* [TO DO]
Go through the records and set each one down exactly, skipping any picture.

* [EXERCISE INPUT]
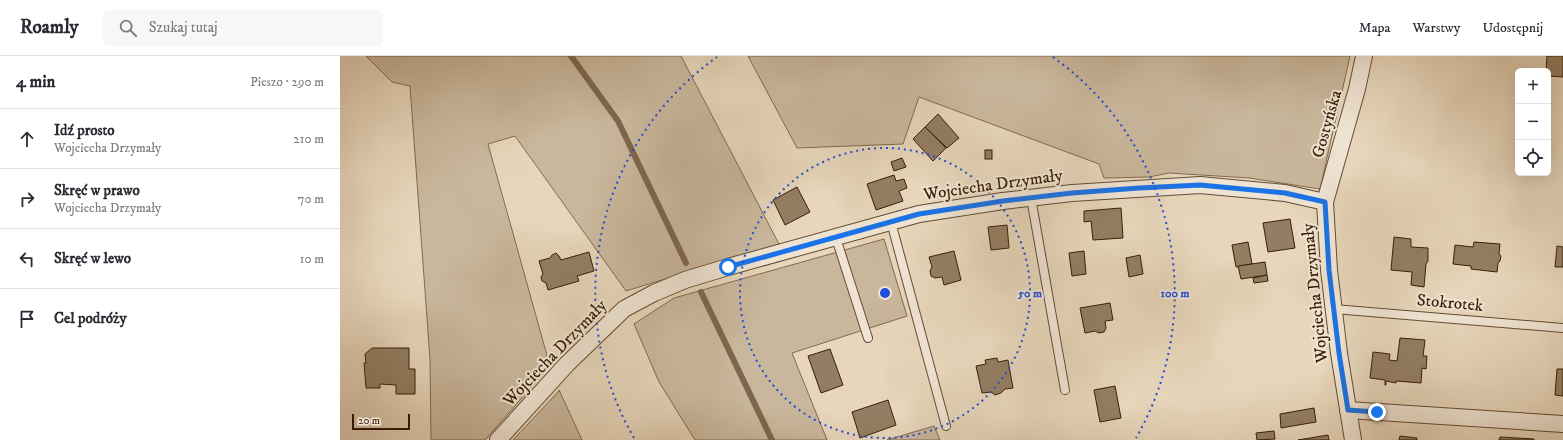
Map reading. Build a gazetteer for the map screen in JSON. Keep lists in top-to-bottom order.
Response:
{
  "streets": {
    "street": ["Gostyńska", "Wojciecha Drzymały"],
    "lane": ["Stokrotek"]
  },
  "crossings": [
    ["Gostyńska", "Wojciecha Drzymały"],
    ["Wojciecha Drzymały", "Stokrotek"]
  ],
  "scale_bar": "20 m",
  "page": {
    "header": "Roamly",
    "search": "Szukaj tutaj",
    "nav": ["Mapa", "Warstwy", "Udostępnij"],
    "heading": ["4 min", "Pieszo · 290 m"],
    "map_buttons": ["+", "−"],
    "list": [
      ["Idź prosto", "Wojciecha Drzymały", "210 m"],
      ["Skręć w prawo", "Wojciecha Drzymały", "70 m"],
      ["Skręć w lewo", "10 m"],
      "Cel podróży"
    ],
    "scale": "20 m"
  },
  "rings": ["50 m", "100 m"]
}
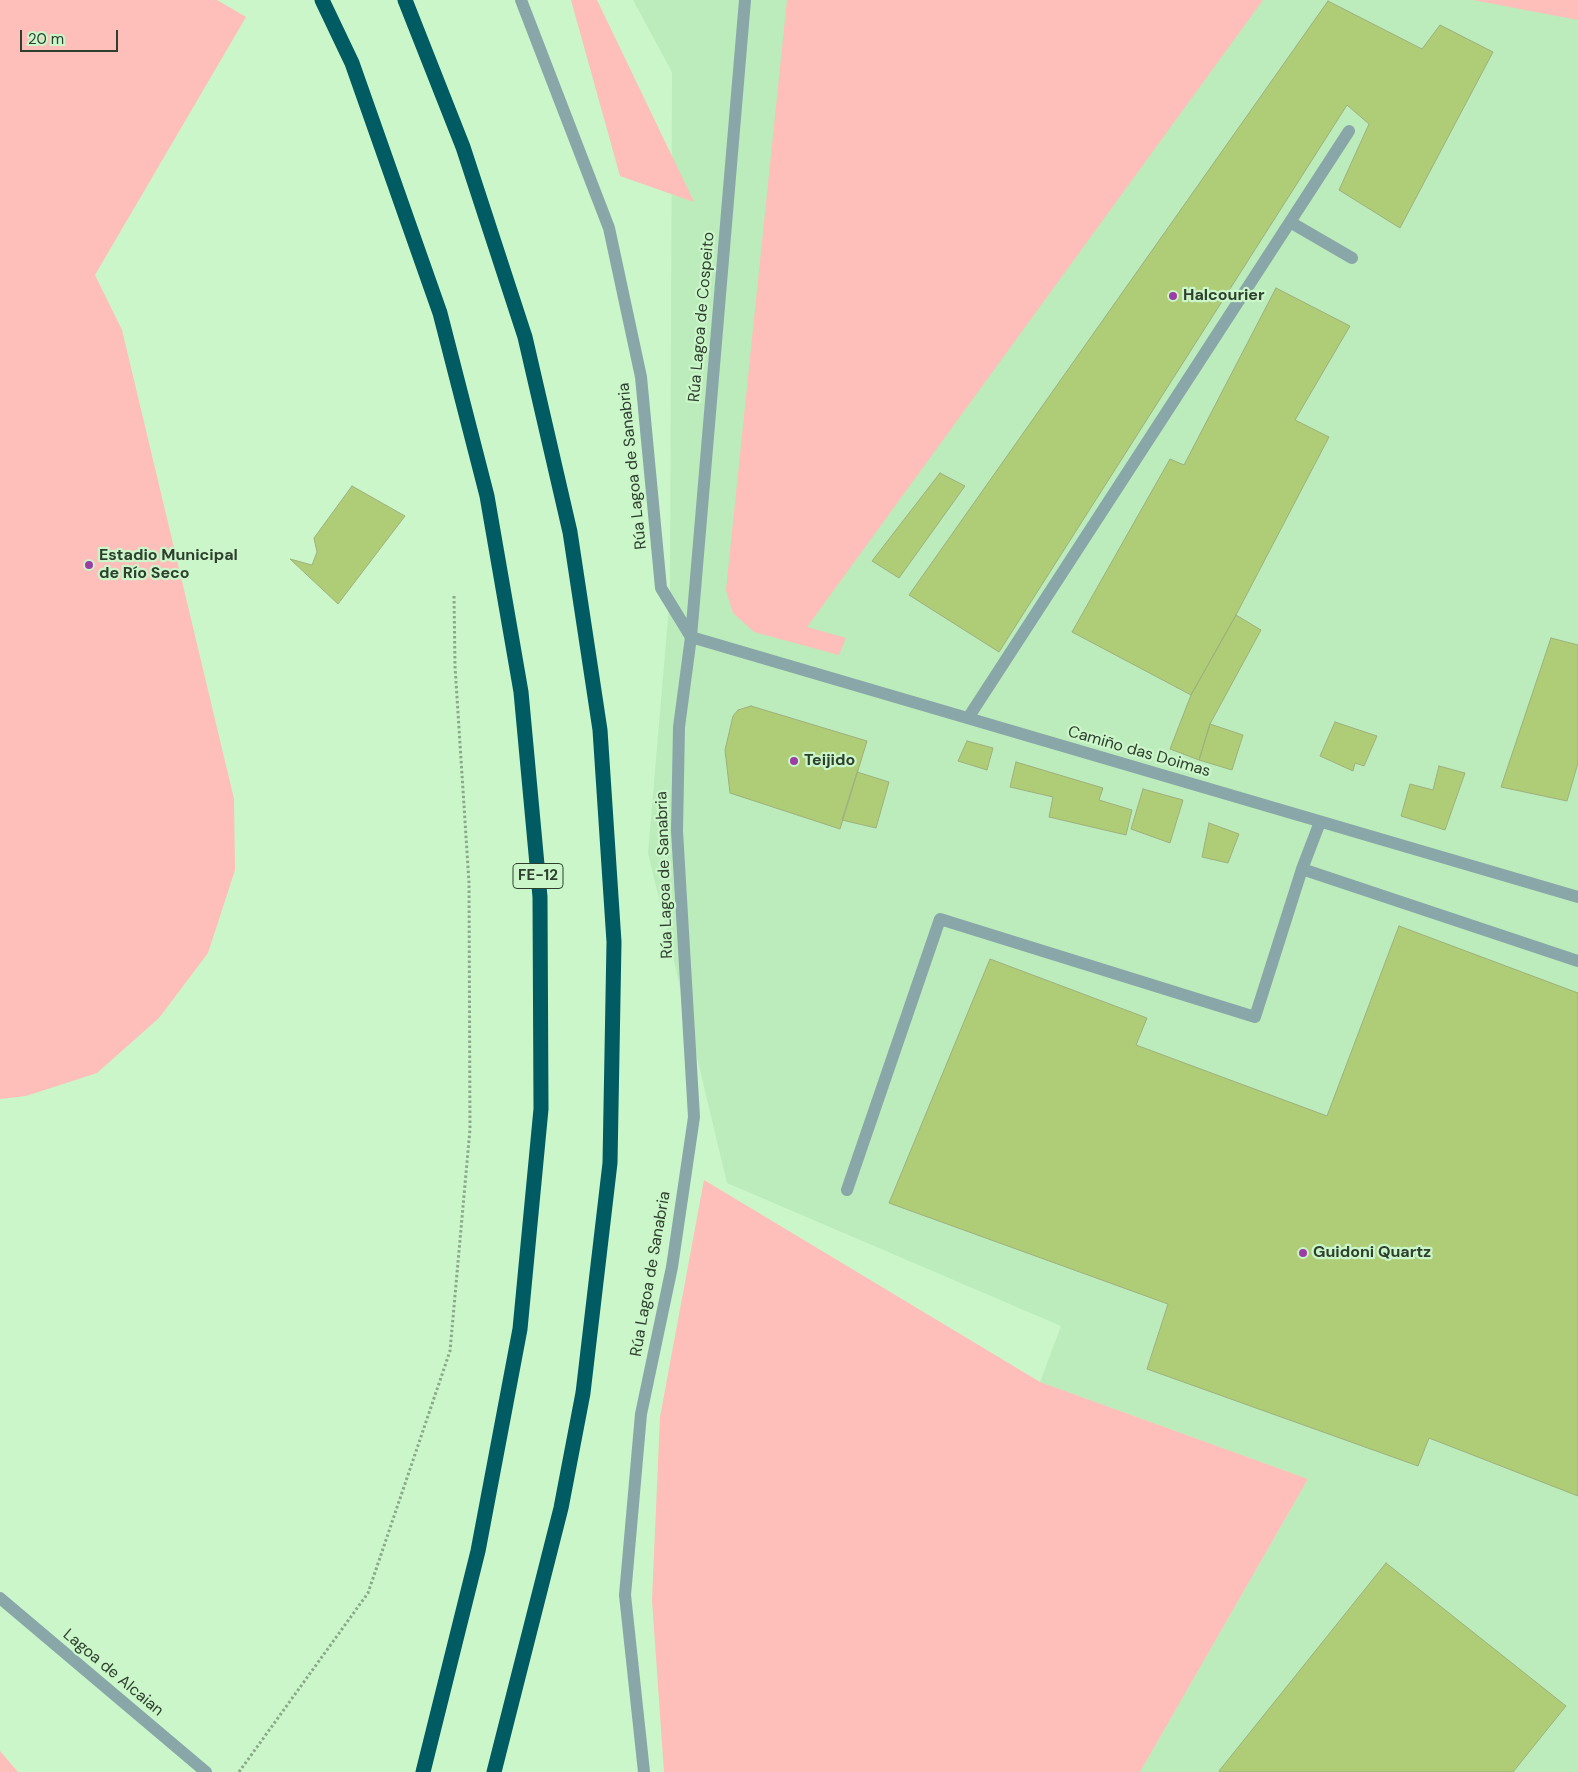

* [ANSWER TO THIS EXERCISE]
Map reading. Build a gazetteer for the map screen in JSON. Keep lists in top-to-bottom order.
Response:
{
  "streets": {
    "street": ["Gostyńska", "Wojciecha Drzymały"],
    "lane": ["Stokrotek"]
  },
  "crossings": [
    ["Gostyńska", "Wojciecha Drzymały"],
    ["Wojciecha Drzymały", "Stokrotek"]
  ],
  "scale_bar": "20 m",
  "page": {
    "header": "Roamly",
    "search": "Szukaj tutaj",
    "nav": ["Mapa", "Warstwy", "Udostępnij"],
    "heading": ["4 min", "Pieszo · 290 m"],
    "map_buttons": ["+", "−"],
    "list": [
      ["Idź prosto", "Wojciecha Drzymały", "210 m"],
      ["Skręć w prawo", "Wojciecha Drzymały", "70 m"],
      ["Skręć w lewo", "10 m"],
      "Cel podróży"
    ],
    "scale": "20 m"
  },
  "rings": ["50 m", "100 m"]
}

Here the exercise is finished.